But it's not all gloom and doom for Floyd. He already has a commitment from Iowa's future Co-Mr. Basketball, Kirk Hinrich, and when Floyd announces he will indeed be returning to Ames, he also gets a commitment from the guy Hinrich will end up sharing the award with: Nick Collison.
Two years later, down in Lawrence, Roy Williams has just finished slogging through a couple of down years with a young squad. After Bill Guthridge retires from North Carolina in the spring of 2000, UNC comes calling. Roy looks around, doesn't see a special connection with any of his current recruiting classes (dadgummit, it would've been nice to get Nick & Kirk a year ago), sees Iowa St. building a monster with a core of Marcus Fizer, Jamaal Tinsley, Hinrich and Collison, and decides the siren call of home is too strong to resist. He bolts for Chapel Hill, breaking the collective heart of an entire state.
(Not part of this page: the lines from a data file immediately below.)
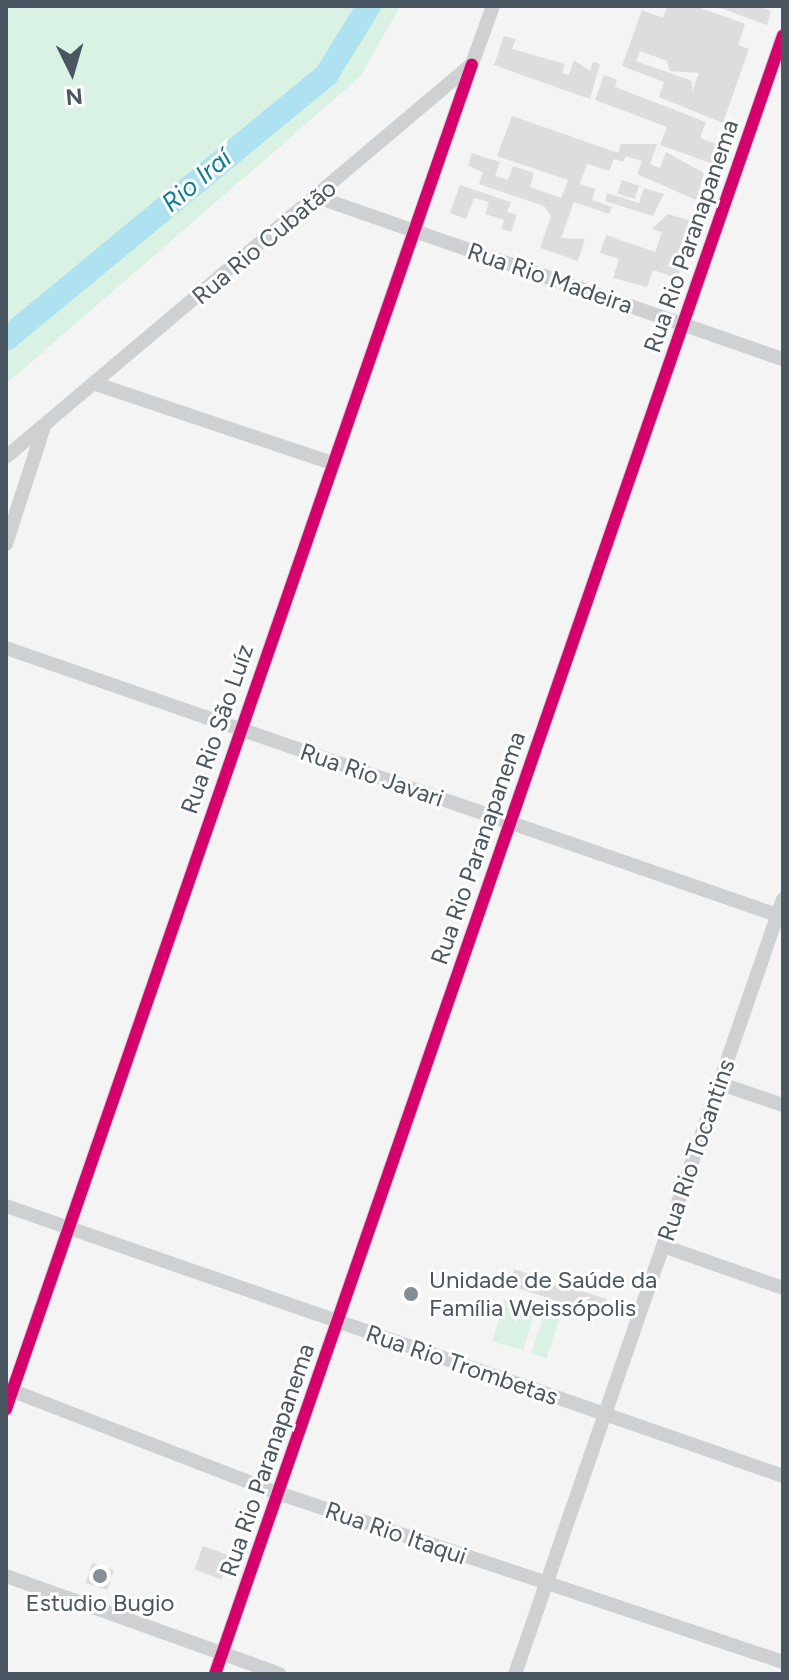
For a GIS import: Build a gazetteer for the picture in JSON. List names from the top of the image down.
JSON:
{
  "streets": {
    "street": [
      "Rua Rio Paranapanema",
      "Rua Rio Cubatão",
      "Rua Rio Madeira",
      "Rua Rio São Luíz",
      "Rua Rio Javari",
      "Rua Rio Tocantins",
      "Rua Rio Trombetas",
      "Rua Rio Itaqui"
    ]
  },
  "crossings": [
    ["Rua Rio Paranapanema", "Rua Rio Madeira"],
    ["Rua Rio Paranapanema", "Rua Rio Javari"],
    ["Rua Rio Paranapanema", "Rua Rio Trombetas"],
    ["Rua Rio Paranapanema", "Rua Rio Itaqui"],
    ["Rua Rio Cubatão", "Rua Rio Madeira"],
    ["Rua Rio Cubatão", "Rua Rio São Luíz"],
    ["Rua Rio Madeira", "Rua Rio São Luíz"],
    ["Rua Rio São Luíz", "Rua Rio Javari"],
    ["Rua Rio São Luíz", "Rua Rio Trombetas"],
    ["Rua Rio São Luíz", "Rua Rio Itaqui"],
    ["Rua Rio Javari", "Rua Rio Tocantins"],
    ["Rua Rio Tocantins", "Rua Rio Trombetas"],
    ["Rua Rio Tocantins", "Rua Rio Itaqui"]
  ],
  "water": ["Rio Iraí"],
  "places": ["Unidade de Saúde da Família Weissópolis", "Estudio Bugio"],
  "north": "bottom"
}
Al Bohl begins surveying the landscape for the 8th coach in the history of the men's basketball program at the University of Kansas. Bill Self has just made his bones at Tulsa, advancing to the Elite 8 as a seven seed. But without any major conference experience, he's not ready to make the jump. Instead, KU turns its attention to another young, up-and-coming coach, coming off his first career Final Four: Billy Donovan.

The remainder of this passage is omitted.